Many statements on the web on the topic of the Archimedes Palimpsest are full of hyperbole. They can leave the impression that none of Archimedes' works are known except this one, or that only since the late 1990s, when modern techniques began to be used to fill in some lacunae, did anyone know the content of this palimpsest.

What Archimedes did

Although the only mathematical tools at its author's disposal were what we might now consider secondary-school geometry, he used those methods with rare brilliance, explicitly using infinitesimals to solve problems that would now be treated by integral calculus. Among those problems were that of the center of gravity of a solid hemisphere, that of the center of gravity of a frustum of a circular paraboloid, and that of the area of a region bounded by a parabola and one of its secant lines. Contrary to historically ignorant statements found in some 20th-century calculus textbooks, he did not use anything like Riemann sums, either in the work embodied in this palimpsest or in any of his other works. For explicit details of the method used, see how Archimedes used infinitesimals.

Historian Reviel Netz of Stanford University, with technical assistance from several persons at the Rochester Institute of Technology, has been trying to fill in gaps in Heiberg's account. In Heiberg's time, much attention was paid to Archimedes' brilliant use of infinitesimals to solve problems about areas, volumes, and centers of gravity. Less attention was given to the Stomachion, a problem treated in the Palimpsest that appears to deal with a children's puzzle.
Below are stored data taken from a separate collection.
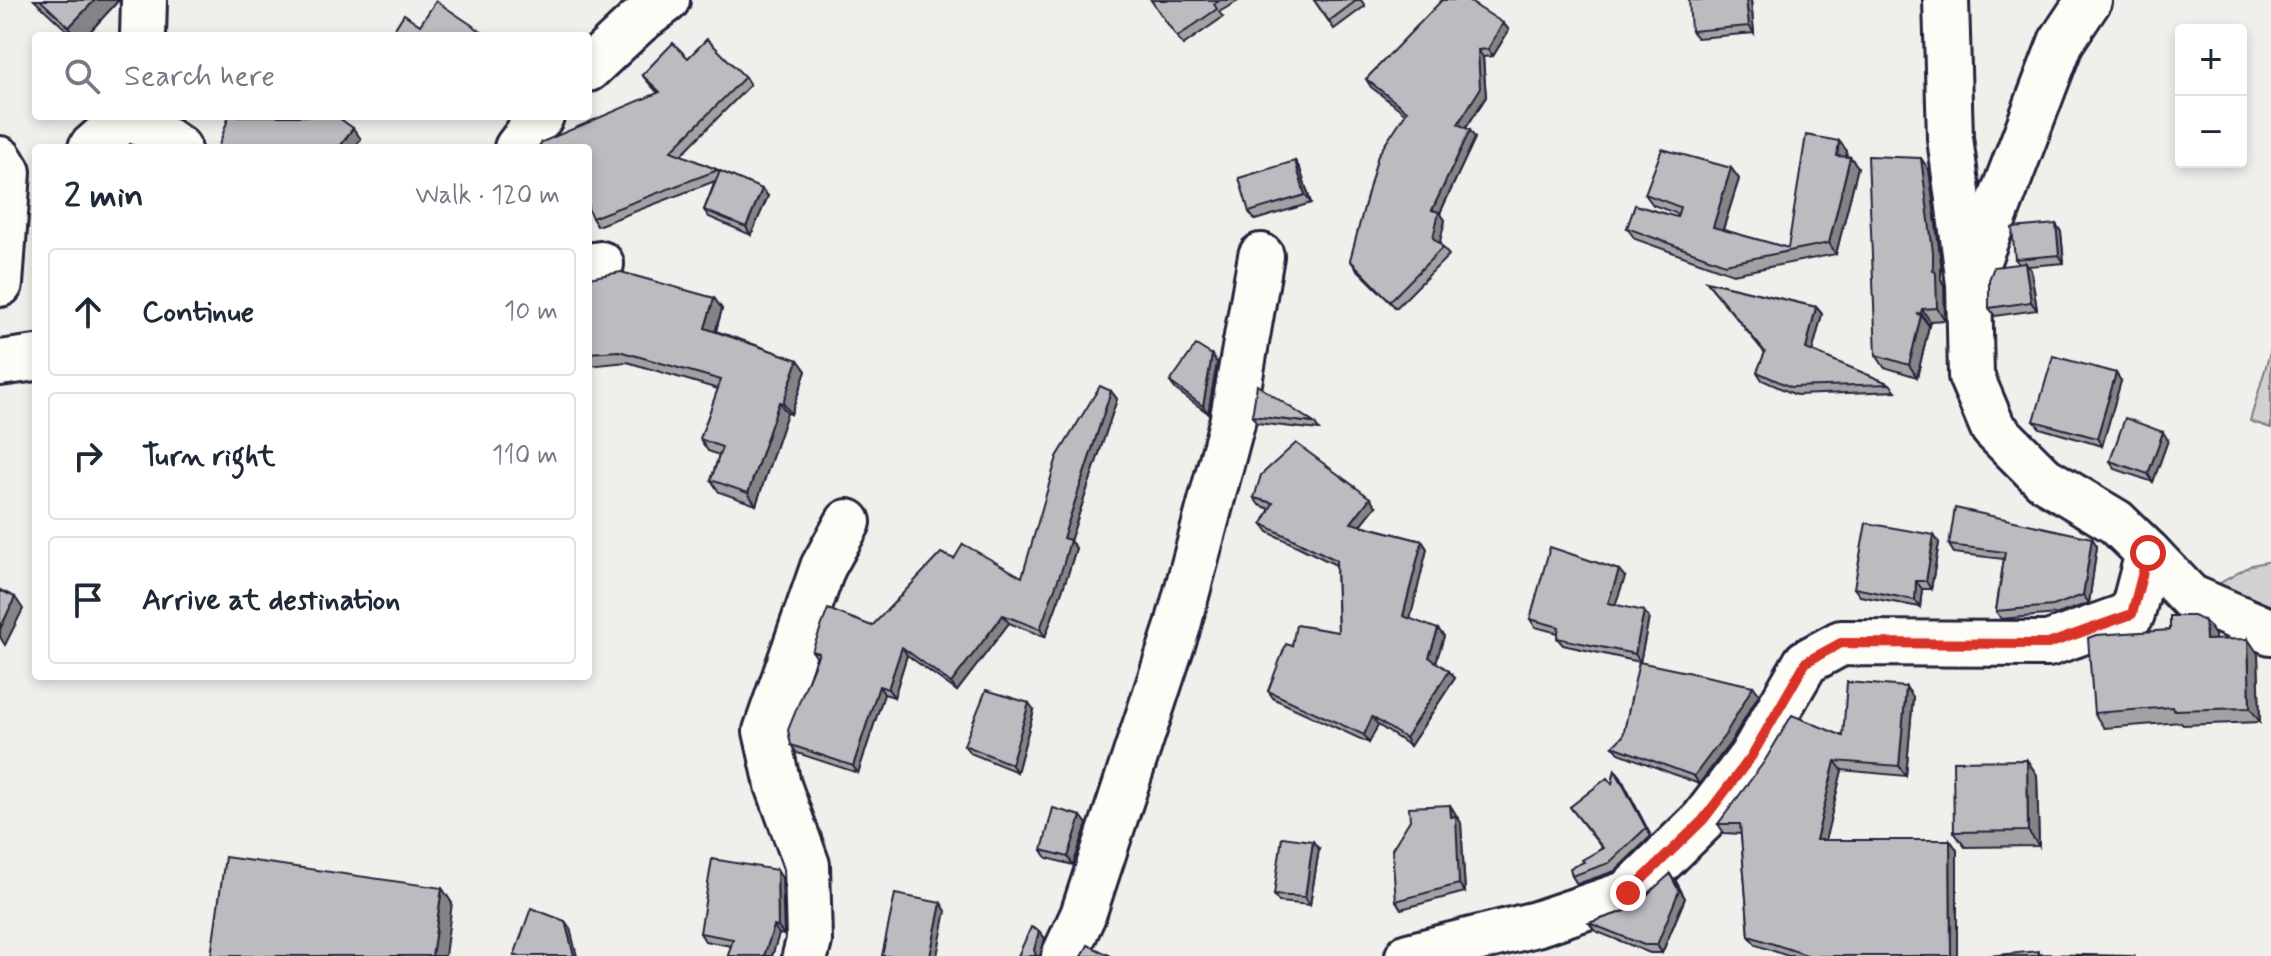 <!DOCTYPE html>
<html lang="en">
<head>
<meta charset="utf-8">
<style>
	:root { --surface:#fff; --page:#f2f2f3; --text:#1f2937; --muted:#747a83; --line:#e0e1e3 }
	body { margin:0; font-family:Mynerve,sans-serif; background:var(--page); color:var(--text) }
	.controls { position:absolute; right:24px; top:24px; display:grid; overflow:hidden; border-radius:8px; box-shadow:0 4px 12px #0003 }
	.controls button { width:72px; height:72px; display:grid; place-items:center; padding:0; border:0; border-bottom:2px solid var(--line); background:var(--surface); color:var(--text); font:40px sans-serif }
	.stop { position:absolute; width:24px; height:24px; margin:-18px; border:6px solid #d93025; border-radius:50%; background:#fff }
	.stop.end { background:#d93025; border-color:#fff; box-shadow:0 2px 8px #0008 }
	.list { margin:0; padding:0; list-style:none }
	h2 { display:flex; justify-content:space-between; align-items:center; height:104px; margin:0; padding:0 32px; font-size:34px }
	h2 small { font-size:26px; font-weight:400; color:var(--muted) }
	.list li { display:grid; grid-template-columns:52px 1fr auto; gap:24px; align-items:center; box-sizing:border-box; height:128px; margin:0 16px 16px; padding:0 16px; border:2px solid var(--line); border-radius:8px }
	.list b { display:block; font-size:30px; white-space:nowrap }
	.list em { font-size:26px; font-style:normal; color:var(--muted) }
	.icon { flex:none; width:44px; height:44px; fill:none; stroke:currentColor; stroke-width:2; stroke-linecap:round; stroke-linejoin:round }
	.map { position:relative; flex:none; width:2271px; height:956px; overflow:hidden }
	.search { position:absolute; background:var(--surface); box-shadow:0 4px 12px #0003; left:32px; top:32px; width:560px; height:88px; display:flex; align-items:center; gap:20px; box-sizing:border-box; padding:0 28px; border-radius:8px; color:var(--muted); font-size:30px }
	.panel { position:absolute; background:var(--surface); box-shadow:0 4px 12px #0003; left:32px; top:144px; width:560px; height:536px; border-radius:8px }
	.map>svg:first-child { display:block }
</style>
</head>
<body>
<div class="map">
<svg width="2271" height="956" viewBox="0 0 2271 956">
	<rect width="100%" height="100%" fill="#f0efec"/>
	<filter id="ink" filterUnits="userSpaceOnUse"><feTurbulence type="fractalNoise" baseFrequency=".0125" numOctaves="2"/><feDisplacementMap in="SourceGraphic" scale="16" xChannelSelector="R" yChannelSelector="G"/><feConvolveMatrix kernelMatrix="1 2 1 2 8 2 1 2 1" color-interpolation-filters="sRGB"/></filter>
	<g filter="url(#ink)">
		<g fill="#d2d1d1" stroke="#7a7a86" stroke-width="2">
			<path d="M2271,349V428L2250,421Z"/>
			<path d="M2271,561V650L2215,586L2252,565Z"/>
		</g>
		<g fill="none" stroke-linecap="round" stroke-linejoin="round">
			<g stroke="#22223b" stroke-width="50">
				<g id="street">
					<path d="M143,36L144,0"/>
					<path d="M588,69L638,22L667,0"/>
					<path d="M130,116L178,148"/>
					<path d="M91,148L127,116"/>
					<path d="M517,148L541,116"/>
					<path d="M0,159L8,172L0,284"/>
					<path d="M588,266L601,264"/>
					<path d="M1970,281L2061,42L2089,0"/>
					<path d="M0,363L36,358"/>
					<path d="M2148,553L2190,597L2271,632"/>
					<path d="M805,956L809,941L807,865L778,785L766,731L823,567L848,522"/>
					<path d="M1064,956L1083,915L1177,629L1232,423L1261,256"/>
					<path d="M1408,956L1536,924L1628,893L1703,820L1751,757L1806,662L1841,643L2048,644L2132,614L2148,553L2116,522L2044,479L1993,428L1971,376L1969,284L1950,138L1946,0"/>
				</g>
			</g>
			<use href="#street" stroke="#fdfcf7" stroke-width="44"/>
		</g>
		<g fill="#a2a2a5" stroke="#22223b" stroke-width="2">
			<path d="M34,0H119L86,36H73Z"/>
			<path d="M1151,0H1240L1219,12L1223,17L1183,45Z"/>
			<path d="M1314,0H1361L1365,6L1334,29Z"/>
			<path d="M1751,0L1754,33L1697,38L1691,31Z"/>
			<path d="M1503,23L1509,30L1493,56L1483,57L1486,97L1466,128L1475,138L1440,213L1445,220L1439,244L1449,255L1396,308L1356,268L1350,260L1406,114L1371,87L1366,79Z"/>
			<path d="M688,58L745,77L750,85L681,155L718,170L768,196L751,235L709,217L704,210L715,181L597,226L592,218L658,93L648,82L642,75Z"/>
			<path d="M1839,141L1847,151L1846,156L1850,157L1858,167L1836,254L1733,274L1635,239L1627,228L1677,217L1678,214L1653,205L1645,194L1731,168L1739,179L1723,230L1788,248Z"/>
			<path d="M1295,161L1300,169L1311,203L1255,220L1249,212Z"/>
			<path d="M1929,170L1941,263V279L1944,286L1945,320L1930,321L1929,325H1928L1929,326L1917,377L1884,367L1876,355Z"/>
			<path d="M2056,224L2061,232L2064,263L2028,266L2031,270L2037,310L1995,316L1989,308L2019,264L2015,259Z"/>
			<path d="M588,278L714,298L722,309L716,331L798,360L806,371L791,414L787,413L756,505L719,492L711,480L719,455L708,451L700,439L718,389L627,362L588,366Z"/>
			<path d="M1706,281L1816,307L1822,314L1812,352L1890,384L1896,391L1796,395L1762,380L1757,372L1765,353Z"/>
			<path d="M1212,355L1217,363L1208,413L1176,390L1170,382Z"/>
			<path d="M2121,381L2102,446L2040,428L2034,421Z"/>
			<path d="M1111,391L1117,399L1070,541L1076,548L1068,574L1045,637L1009,623L957,691L907,655L894,697L884,694L858,773L797,753L791,745L817,658L812,651L872,626L1022,577Z"/>
			<path d="M1252,416L1314,423L1319,430L1257,423Z"/>
			<path d="M2168,440L2153,482L2115,469L2110,461Z"/>
			<path d="M1254,498L1376,506L1361,525L1422,541L1427,549L1410,619L1444,636L1436,662L1455,678L1410,746L1378,725L1369,743L1274,699L1268,691L1292,646L1338,632L1336,565L1268,532L1262,524L1270,509L1259,505Z"/>
			<path d="M1939,543L1931,589H1922L1920,607L1860,596L1854,588Z"/>
			<path d="M1949,545L2097,546L2089,603L2058,614L2001,619L1996,611L2004,559L1954,553Z"/>
			<path d="M1625,577L1615,605L1649,618L1640,662L1563,645L1557,638L1558,633L1535,627L1530,619Z"/>
			<path d="M2215,635V640L2258,654L2260,722L2183,725L2181,722L2104,728L2094,713Z"/>
			<path d="M1753,686L1759,694L1730,743L1699,784L1619,753L1613,746Z"/>
			<path d="M1906,687L1913,697L1906,776L1842,770L1825,840H1950L1957,850V956H1788L1756,945L1749,936L1741,834L1724,833L1718,824L1843,736Z"/>
			<path d="M1034,710L1017,772L970,753L964,745Z"/>
			<path d="M2027,760L2037,775L2039,846L1965,847L1954,832Z"/>
			<path d="M1615,770L1621,778L1651,836L1615,871L1577,884L1572,876L1584,862L1602,848L1570,807L1612,784Z"/>
			<path d="M1450,805L1461,823L1465,892L1401,909L1396,901Z"/>
			<path d="M1087,824L1073,865L1047,858L1042,850Z"/>
			<path d="M1319,849L1310,905L1279,902L1274,895Z"/>
			<path d="M782,878L784,935L779,934L772,956H728L731,946L705,941L700,933Z"/>
			<path d="M1676,881L1685,898L1662,953H1650L1595,931L1589,923L1631,909Z"/>
		</g>
		<g fill="#848486" stroke="#22223b" stroke-width="2">
			<path d="M95,0H119L86,36H75L69,27Z"/>
			<path d="M1746,0H1751L1754,33L1749,26Z"/>
			<path d="M1503,23L1509,30L1493,56L1488,49Z"/>
			<path d="M1478,50L1483,57L1486,97L1463,132L1458,124Z"/>
			<path d="M353,128L361,139L354,148H339Z"/>
			<path d="M1470,130L1475,138L1440,213L1445,220L1439,246L1433,238L1432,210Z"/>
			<path d="M1839,141L1847,151L1844,167L1837,156Z"/>
			<path d="M1850,157L1858,167L1836,254L1829,243Z"/>
			<path d="M1921,158L1929,170L1941,263V279L1944,286L1945,320L1937,308Z"/>
			<path d="M1295,161L1300,169L1311,203L1305,195Z"/>
			<path d="M1731,168L1739,179L1720,238L1713,227Z"/>
			<path d="M762,189L768,196L751,235L746,227Z"/>
			<path d="M2056,224L2061,232L2064,263L2059,255Z"/>
			<path d="M2025,263L2031,270L2037,310L2031,302Z"/>
			<path d="M714,298L722,309L713,339L705,328Z"/>
			<path d="M1816,307L1822,314L1811,357L1806,349Z"/>
			<path d="M1922,309L1930,321L1929,325L1921,313Z"/>
			<path d="M1921,315L1929,326L1917,377L1909,365Z"/>
			<path d="M1212,355L1217,363L1208,413L1203,406Z"/>
			<path d="M798,360L806,371L791,414L783,403Z"/>
			<path d="M2116,373L2121,381L2102,446L2097,438Z"/>
			<path d="M1111,391L1117,399L1070,541L1076,548L1068,574L1045,637L1040,629L1063,538Z"/>
			<path d="M779,402L787,413L756,505L748,493Z"/>
			<path d="M2163,432L2168,440L2153,482L2148,474Z"/>
			<path d="M1370,498L1376,506L1356,531L1351,523Z"/>
			<path d="M1934,535L1939,543L1931,589L1926,581Z"/>
			<path d="M2092,538L2097,546L2089,603L2083,595Z"/>
			<path d="M1422,541L1427,549L1409,624L1403,616Z"/>
			<path d="M1619,570L1625,577L1613,611L1608,603Z"/>
			<path d="M1916,581L1922,589L1920,607L1915,600Z"/>
			<path d="M15,597L23,609L5,645L0,637V629Z"/>
			<path d="M1644,611L1649,618L1640,662L1635,654Z"/>
			<path d="M1003,615L1009,623L957,691L951,683Z"/>
			<path d="M2205,621L2215,635L2216,655L2206,640Z"/>
			<path d="M1438,629L1444,636L1435,665L1429,657Z"/>
			<path d="M2248,639L2258,654L2260,722L2250,708Z"/>
			<path d="M902,647L907,655L894,697L888,689Z"/>
			<path d="M1449,671L1455,678L1410,746L1405,738Z"/>
			<path d="M879,686L884,694L858,773L853,766Z"/>
			<path d="M1753,686L1759,694L1730,743L1699,784L1694,776Z"/>
			<path d="M1906,687L1913,697L1906,776L1899,766Z"/>
			<path d="M1029,703L1034,710L1017,772L1011,764Z"/>
			<path d="M1372,717L1378,725L1369,743L1364,735Z"/>
			<path d="M2027,760L2037,775L2039,846L2028,831Z"/>
			<path d="M1835,761L1842,770L1823,850L1816,840Z"/>
			<path d="M1615,770L1621,778L1651,836L1646,828Z"/>
			<path d="M1450,805L1461,823L1465,892L1459,884Z"/>
			<path d="M1081,816L1087,824L1073,865L1068,857Z"/>
			<path d="M1950,840L1957,850V956H1951Z"/>
			<path d="M1313,841L1319,849L1310,905L1305,897Z"/>
			<path d="M777,870L782,878L784,935L778,927Z"/>
			<path d="M1670,874L1685,898L1662,953L1657,945Z"/>
			<path d="M442,888L452,903L445,956H432Z"/>
			<path d="M941,903L946,911L937,956H930Z"/>
			<path d="M565,921L570,928L577,956H574Z"/>
			<path d="M774,926L779,934L772,956H764Z"/>
			<path d="M1039,931L1045,938L1040,956H1036L1034,950Z"/>
		</g>
		<g fill="#bcbcc0" stroke="#22223b" stroke-width="2">
			<path d="M40,0H95L69,27Z"/>
			<path d="M1151,0H1221L1214,4L1217,9L1177,37Z"/>
			<path d="M1314,0H1357L1329,21Z"/>
			<path d="M1442,0H1467L1503,23L1488,49L1478,50L1480,89L1458,124L1470,130L1432,210L1439,212L1433,238L1443,247L1390,301L1350,260L1378,155L1407,111L1366,79Z"/>
			<path d="M1689,0H1746L1749,26L1691,31Z"/>
			<path d="M436,1L488,36H390L404,14L420,25Z"/>
			<path d="M707,39L745,77L671,151L718,170L592,218L588,208V148H537L542,142L660,92L642,75L673,43L688,58Z"/>
			<path d="M229,116H336L353,128L339,148H218Z"/>
			<path d="M1806,135L1839,141L1837,156L1850,157L1829,243L1725,264L1627,228L1635,205L1677,217L1680,207L1645,194L1662,149L1731,168L1713,227L1788,248Z"/>
			<path d="M1868,156L1921,158L1933,252V271H1935L1936,274L1937,308L1922,309L1921,313L1917,314L1921,315L1909,365L1876,355Z"/>
			<path d="M1295,161L1305,195L1249,212L1239,178Z"/>
			<path d="M720,171L762,189L746,227L704,210Z"/>
			<path d="M2056,224L2059,255L2015,259L2012,228Z"/>
			<path d="M2025,263L2031,302L1989,308V280L1994,267Z"/>
			<path d="M621,272L714,298L705,328L798,360L783,403L779,402L748,493L711,480L722,447L700,439L721,380L619,351L588,353V278Z"/>
			<path d="M1706,281L1816,307L1806,349L1890,384L1791,387L1757,372L1765,352Z"/>
			<path d="M1196,345L1212,355L1203,406L1170,382Z"/>
			<path d="M2053,356L2116,373L2097,438L2034,421Z"/>
			<path d="M1257,385L1314,423L1252,416Z"/>
			<path d="M1100,386L1111,391L1063,538L1070,540L1063,566L1040,629L1003,615L951,683L902,647L888,689L879,686L853,766L791,745L788,730L819,653L812,651L828,609L872,626L941,553L954,559L963,544L1022,577L1057,457Z"/>
			<path d="M2125,418L2163,432L2148,474L2110,461Z"/>
			<path d="M1296,443L1370,498L1351,523L1422,541L1403,616L1438,629L1429,657L1449,671L1405,738L1372,717L1364,735L1268,691L1286,644L1292,646L1296,625L1338,632L1336,560L1262,524L1273,503L1254,498L1261,475Z"/>
			<path d="M1955,508L2092,538L2083,595L2053,606L1996,611L2005,552L1949,545Z"/>
			<path d="M1866,523L1934,535L1926,581H1916L1915,600L1854,588Z"/>
			<path d="M1550,547L1619,570L1608,603L1644,611L1635,654L1557,638L1559,627L1530,619Z"/>
			<path d="M0,590L15,597L0,629Z"/>
			<path d="M2170,616H2193L2205,621L2206,640L2248,639L2250,708L2173,710L2172,707L2094,713L2088,638L2096,635L2170,630Z"/>
			<path d="M1639,662L1753,686L1725,735L1694,776L1613,746L1623,736Z"/>
			<path d="M1847,682L1906,687L1899,766L1835,761L1816,840H1950L1951,956H1810L1749,936L1740,824H1718L1764,762L1792,715L1843,736Z"/>
			<path d="M986,690L1029,703L1011,764L964,745Z"/>
			<path d="M2027,760L2028,831L1954,832L1953,761Z"/>
			<path d="M1615,770L1646,828L1609,863L1572,876L1570,868L1584,862L1582,860L1603,848L1570,807L1607,778L1612,784Z"/>
			<path d="M1450,805L1451,817L1456,816L1459,884L1396,901L1392,849L1410,820L1409,807Z"/>
			<path d="M1053,808L1081,816L1068,857L1042,850Z"/>
			<path d="M1282,837L1313,841L1305,897L1274,895Z"/>
			<path d="M225,857L442,888L432,956H211Z"/>
			<path d="M712,859L777,870L778,927L774,926L764,956H728L733,939L700,933Z"/>
			<path d="M1670,874L1679,891L1657,945H1644L1589,923L1631,909Z"/>
			<path d="M895,894L941,903L930,956H882Z"/>
			<path d="M531,908L565,921L574,956H514Z"/>
			<path d="M1031,927L1039,931L1034,950L1036,956H1018Z"/>
			<path d="M1088,945L1111,956H1082Z"/>
			<path d="M2038,951V954L2135,956H1987Z"/>
		</g>
	</g>
	<g fill="none" stroke-linecap="round" stroke-linejoin="round" filter="url(#ink)">
		<path stroke="#d93025" stroke-width="10" d="M1628,893L1703,820L1751,757L1806,662L1841,643L2048,644L2132,614L2148,553"/>
	</g>
</svg>
<div class="controls">
<button>+</button>
<button>−</button>
</div>
<div class="stop" style="left:2148px;top:553px"></div>
<div class="stop end" style="left:1628px;top:893px"></div>
<div class="search"><svg class="icon" aria-label="search" viewBox="0 0 24 24"><circle cx="10" cy="10" r="6"/><path d="M15 15l6 6"/></svg>Search here</div>
<section class="panel">
<h2>2 min<small>Walk · 120 m</small></h2>
<ul class="list">
<li><svg class="icon" aria-label="ahead" viewBox="0 0 24 24"><path d="M12 20V5M6 11l6-6 6 6"/></svg><div><b>Continue</b></div><em>10 m</em></li>
<li><svg class="icon" aria-label="right" viewBox="0 0 24 24"><path d="M7 20v-9h11M14 6l5 5-5 5"/></svg><div><b>Turn right</b></div><em>110 m</em></li>
<li><svg class="icon" aria-label="arrive" viewBox="0 0 24 24"><path d="M6 21V4h12l-3 4 3 4H6"/></svg><div><b>Arrive at destination</b></div></li>
</ul>
</section>
</div>
</body>
</html>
Netz has shown that Archimedes found that the number of ways to solve the puzzle is 17,152. This is perhaps the most sophisticated work in the field of combinatorics in classical antiquity.

The lawsuit

In 1998 the ownership of the palimpsest was disputed in federal court in New York in the case of the Greek Orthodox Patriarchate of Jerusalem versus Christie's, Inc. The plaintiff contended that the palimpsest had been stolen from one of its monasteries in the 1920s. Judge Kimba Wood decided in favor of Christie's Auction House on laches grounds, and the palimpsest was sold for $2 million.

Now in a museum

The palimpsest is now on display at The Walters Art Museum in Baltimore.